- O ex-conselheiro de segurança Peter Ricketts afirma que Downing Street não pode nomear políticos ou empresários a cargos diplomáticos usando o mesmo filtro de civis, devido ao histórico de Mandelson.
- Segundo fontes, a nomeação foi encurtada, com o governo querendo que Mandelson fosse a “resposta” e preocupações informais sendo contornadas.
- Mandelson foi nomeado em 20 de dezembro de 2024 e passou por vetting desenvolvido, concluído em menos de dois meses; MI5 e MI6 participaram, mas de forma limitada.
- Relações de Mandelson com Jeffrey Epstein, amplamente divulgadas pela imprensa, foram mencionadas, mas não vistas como questão de segurança nacional igual a terrorismo.
- O vetting desenvolvido, feito pela Unidade de Vetting de Segurança do Reino Unido, inclui questionário, informações financeiras e entrevistas; críticas indicam que o processo não é completamente cruzado com as referências.

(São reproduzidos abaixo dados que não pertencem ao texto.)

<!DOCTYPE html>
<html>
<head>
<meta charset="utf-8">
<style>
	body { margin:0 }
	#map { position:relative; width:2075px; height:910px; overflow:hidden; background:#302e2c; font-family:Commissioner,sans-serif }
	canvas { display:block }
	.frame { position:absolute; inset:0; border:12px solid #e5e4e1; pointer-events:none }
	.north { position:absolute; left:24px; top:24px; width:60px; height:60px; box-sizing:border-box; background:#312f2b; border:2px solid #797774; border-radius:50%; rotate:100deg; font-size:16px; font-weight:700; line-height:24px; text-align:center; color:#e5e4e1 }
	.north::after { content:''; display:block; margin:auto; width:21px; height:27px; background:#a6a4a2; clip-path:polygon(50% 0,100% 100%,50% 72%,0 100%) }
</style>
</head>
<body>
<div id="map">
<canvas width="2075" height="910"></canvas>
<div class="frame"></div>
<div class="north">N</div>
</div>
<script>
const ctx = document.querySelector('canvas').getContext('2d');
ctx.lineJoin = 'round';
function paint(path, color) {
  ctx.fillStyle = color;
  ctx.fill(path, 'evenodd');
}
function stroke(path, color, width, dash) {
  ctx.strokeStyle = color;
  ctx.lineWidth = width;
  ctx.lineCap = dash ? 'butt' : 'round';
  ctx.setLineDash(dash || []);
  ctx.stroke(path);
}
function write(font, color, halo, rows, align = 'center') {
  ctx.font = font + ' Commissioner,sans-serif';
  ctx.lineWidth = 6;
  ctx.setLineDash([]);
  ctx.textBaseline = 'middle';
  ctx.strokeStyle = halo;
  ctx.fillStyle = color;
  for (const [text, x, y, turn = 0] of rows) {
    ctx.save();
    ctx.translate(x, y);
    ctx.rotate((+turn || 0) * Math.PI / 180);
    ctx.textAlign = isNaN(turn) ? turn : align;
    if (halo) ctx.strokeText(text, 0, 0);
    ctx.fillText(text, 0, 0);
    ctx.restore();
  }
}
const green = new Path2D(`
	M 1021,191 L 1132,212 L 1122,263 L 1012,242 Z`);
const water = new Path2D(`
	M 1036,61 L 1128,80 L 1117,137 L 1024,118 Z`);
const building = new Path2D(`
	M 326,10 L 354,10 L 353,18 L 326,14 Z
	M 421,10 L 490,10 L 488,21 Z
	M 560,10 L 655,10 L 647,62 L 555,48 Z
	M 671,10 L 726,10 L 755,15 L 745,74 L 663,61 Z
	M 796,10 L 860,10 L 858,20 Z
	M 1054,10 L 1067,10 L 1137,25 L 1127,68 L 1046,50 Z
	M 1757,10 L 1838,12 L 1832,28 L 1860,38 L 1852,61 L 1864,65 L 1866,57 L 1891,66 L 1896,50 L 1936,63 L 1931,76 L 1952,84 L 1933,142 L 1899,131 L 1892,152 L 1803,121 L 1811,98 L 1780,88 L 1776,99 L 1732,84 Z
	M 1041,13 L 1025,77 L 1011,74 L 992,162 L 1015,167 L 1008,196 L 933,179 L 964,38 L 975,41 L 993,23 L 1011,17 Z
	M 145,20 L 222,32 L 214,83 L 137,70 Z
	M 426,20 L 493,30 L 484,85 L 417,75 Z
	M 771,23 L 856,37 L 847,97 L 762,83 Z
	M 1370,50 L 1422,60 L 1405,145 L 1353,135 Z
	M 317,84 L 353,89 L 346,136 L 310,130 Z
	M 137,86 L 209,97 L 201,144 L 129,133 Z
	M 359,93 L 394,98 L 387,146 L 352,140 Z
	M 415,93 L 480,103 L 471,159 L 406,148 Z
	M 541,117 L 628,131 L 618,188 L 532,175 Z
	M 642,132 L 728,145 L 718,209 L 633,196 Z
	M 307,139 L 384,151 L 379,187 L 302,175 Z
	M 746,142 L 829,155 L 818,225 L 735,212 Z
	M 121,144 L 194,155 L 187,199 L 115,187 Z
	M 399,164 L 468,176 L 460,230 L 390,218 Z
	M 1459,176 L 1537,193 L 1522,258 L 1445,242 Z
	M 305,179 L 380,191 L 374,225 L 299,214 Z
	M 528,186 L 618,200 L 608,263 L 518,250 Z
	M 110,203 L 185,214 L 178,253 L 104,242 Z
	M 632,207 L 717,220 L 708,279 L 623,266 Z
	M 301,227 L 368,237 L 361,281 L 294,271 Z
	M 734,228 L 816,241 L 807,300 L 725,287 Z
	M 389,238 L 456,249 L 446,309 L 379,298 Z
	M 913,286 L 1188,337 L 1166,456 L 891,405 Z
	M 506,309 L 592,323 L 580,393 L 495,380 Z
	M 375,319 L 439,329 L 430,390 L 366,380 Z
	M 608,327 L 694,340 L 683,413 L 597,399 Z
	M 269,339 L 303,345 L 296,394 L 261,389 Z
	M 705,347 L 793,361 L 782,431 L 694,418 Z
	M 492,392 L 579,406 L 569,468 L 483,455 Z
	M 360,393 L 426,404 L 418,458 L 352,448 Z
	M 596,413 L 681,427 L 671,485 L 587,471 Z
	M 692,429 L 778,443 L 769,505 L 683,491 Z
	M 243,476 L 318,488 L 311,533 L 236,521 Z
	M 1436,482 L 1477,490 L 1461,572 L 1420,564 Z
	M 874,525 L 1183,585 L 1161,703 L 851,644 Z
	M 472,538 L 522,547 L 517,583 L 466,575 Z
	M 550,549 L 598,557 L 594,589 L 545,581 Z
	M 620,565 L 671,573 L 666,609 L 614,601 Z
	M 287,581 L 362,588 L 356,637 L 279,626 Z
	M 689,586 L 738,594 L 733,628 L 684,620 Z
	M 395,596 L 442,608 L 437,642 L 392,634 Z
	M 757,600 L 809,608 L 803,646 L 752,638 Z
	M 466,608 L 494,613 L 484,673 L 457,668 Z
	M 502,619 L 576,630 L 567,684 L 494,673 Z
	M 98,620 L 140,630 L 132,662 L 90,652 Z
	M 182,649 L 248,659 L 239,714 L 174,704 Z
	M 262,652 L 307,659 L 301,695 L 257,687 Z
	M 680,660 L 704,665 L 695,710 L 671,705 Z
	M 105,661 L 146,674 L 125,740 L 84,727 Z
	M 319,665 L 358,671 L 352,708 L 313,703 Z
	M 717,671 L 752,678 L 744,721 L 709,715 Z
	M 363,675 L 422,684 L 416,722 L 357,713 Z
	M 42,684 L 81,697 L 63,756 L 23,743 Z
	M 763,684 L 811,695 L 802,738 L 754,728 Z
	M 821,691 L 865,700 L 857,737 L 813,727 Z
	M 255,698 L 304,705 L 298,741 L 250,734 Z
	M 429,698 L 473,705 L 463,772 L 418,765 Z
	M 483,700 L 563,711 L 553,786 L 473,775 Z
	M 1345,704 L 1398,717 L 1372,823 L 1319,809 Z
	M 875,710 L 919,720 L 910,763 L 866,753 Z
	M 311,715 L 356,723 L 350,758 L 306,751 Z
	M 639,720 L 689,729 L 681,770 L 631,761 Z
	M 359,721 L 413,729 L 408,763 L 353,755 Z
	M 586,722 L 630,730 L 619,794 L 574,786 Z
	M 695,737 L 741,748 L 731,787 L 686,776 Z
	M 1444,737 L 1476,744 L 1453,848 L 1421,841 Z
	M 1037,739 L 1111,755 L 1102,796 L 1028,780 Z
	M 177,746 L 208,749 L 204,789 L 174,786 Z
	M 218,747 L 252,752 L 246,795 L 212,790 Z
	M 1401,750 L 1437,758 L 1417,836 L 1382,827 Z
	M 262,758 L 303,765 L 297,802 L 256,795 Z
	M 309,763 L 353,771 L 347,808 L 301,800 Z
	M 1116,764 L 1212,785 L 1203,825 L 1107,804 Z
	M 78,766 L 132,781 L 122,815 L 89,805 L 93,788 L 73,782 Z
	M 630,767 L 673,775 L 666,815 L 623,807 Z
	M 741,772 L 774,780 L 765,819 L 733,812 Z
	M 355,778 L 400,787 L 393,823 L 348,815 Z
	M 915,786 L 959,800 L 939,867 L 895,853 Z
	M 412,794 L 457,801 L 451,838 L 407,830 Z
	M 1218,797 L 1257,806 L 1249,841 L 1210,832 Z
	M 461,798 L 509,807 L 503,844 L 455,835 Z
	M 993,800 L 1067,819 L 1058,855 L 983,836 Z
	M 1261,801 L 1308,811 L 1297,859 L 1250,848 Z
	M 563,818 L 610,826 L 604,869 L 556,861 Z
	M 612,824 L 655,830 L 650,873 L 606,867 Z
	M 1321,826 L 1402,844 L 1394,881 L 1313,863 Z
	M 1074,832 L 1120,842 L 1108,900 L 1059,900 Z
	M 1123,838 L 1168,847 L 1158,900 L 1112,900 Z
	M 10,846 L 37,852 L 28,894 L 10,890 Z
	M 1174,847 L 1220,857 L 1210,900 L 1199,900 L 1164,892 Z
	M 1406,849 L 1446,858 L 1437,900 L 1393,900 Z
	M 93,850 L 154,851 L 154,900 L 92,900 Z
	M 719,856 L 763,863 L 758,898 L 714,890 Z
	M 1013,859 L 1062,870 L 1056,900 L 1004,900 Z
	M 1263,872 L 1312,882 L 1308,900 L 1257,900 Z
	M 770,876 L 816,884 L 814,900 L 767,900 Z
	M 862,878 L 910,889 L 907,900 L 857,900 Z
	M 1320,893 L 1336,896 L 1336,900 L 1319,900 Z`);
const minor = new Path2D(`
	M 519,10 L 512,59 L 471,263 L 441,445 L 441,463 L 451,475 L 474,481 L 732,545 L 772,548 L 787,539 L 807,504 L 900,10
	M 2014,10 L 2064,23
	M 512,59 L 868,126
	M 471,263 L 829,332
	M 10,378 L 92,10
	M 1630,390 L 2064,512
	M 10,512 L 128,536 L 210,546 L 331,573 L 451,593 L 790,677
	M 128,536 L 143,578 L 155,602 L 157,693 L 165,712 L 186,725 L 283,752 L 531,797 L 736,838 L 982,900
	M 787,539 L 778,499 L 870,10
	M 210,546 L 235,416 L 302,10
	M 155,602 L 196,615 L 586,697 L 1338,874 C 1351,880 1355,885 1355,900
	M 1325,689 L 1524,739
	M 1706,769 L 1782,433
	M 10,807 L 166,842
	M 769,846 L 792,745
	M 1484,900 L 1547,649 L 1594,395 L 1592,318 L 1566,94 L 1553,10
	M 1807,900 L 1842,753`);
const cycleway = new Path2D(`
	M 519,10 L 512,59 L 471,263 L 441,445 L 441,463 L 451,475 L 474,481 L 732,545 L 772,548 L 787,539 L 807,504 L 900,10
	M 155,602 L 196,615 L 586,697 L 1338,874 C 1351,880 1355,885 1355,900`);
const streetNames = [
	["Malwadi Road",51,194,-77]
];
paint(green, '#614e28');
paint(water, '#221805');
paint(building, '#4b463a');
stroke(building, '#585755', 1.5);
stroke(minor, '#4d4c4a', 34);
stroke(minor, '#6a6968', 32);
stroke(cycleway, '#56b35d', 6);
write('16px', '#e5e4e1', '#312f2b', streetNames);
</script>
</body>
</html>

Peter Ricketts afirma que o processo de checagem de segurança para nomeações diplomáticas precisa ser mais rigoroso quando envolve figuras com histórico político ou empresarial. O ex-conselheiro de segurança nacional sustenta que não basta o mesmo sistema aplicado a funcionários públicos civis.
Segundo ele, Até mesmo perguntas mais incisivas devem compor a avaliação de alguém com a trajetória de Peter Mandelson, ressaltando o peso de décadas de atuação política e de negócios. O objetivo é evitar surpresas que possam impactar a confiança na gestão diplomática.
Informantes próximos ao processo indicam que a nomeação de Mandelson foi acelerada, com a ideia de que ele seria a solução. Relatos apontam que preocupações informais foram marginalizadas durante as discussões.
Uma estratégia de apuração foi alvo de críticas internas ao se tratar de Mandelson, incluindo ligações anteriores com o investidor russo Oleg Deripaska. Fontes afirmam que o potencial risco foi considerado menor diante de avaliações de capacidade política.
A nomeação ocorreu em 20 de dezembro de 2024 e passou por uma checagem de segurança desenvolvida, concluída em menos de dois meses. As informações foram avaliadas sem objeções formais por MI5 ou MI6, segundo fontes envolvidas.
A participação dos serviços de inteligência se restringiu a verificar se havia questões de segurança nacionais em curso, sem aprofundar vínculos pessoais anteriores de Mandelson. A relação com Jeffrey Epstein já era de conhecimento público na imprensa.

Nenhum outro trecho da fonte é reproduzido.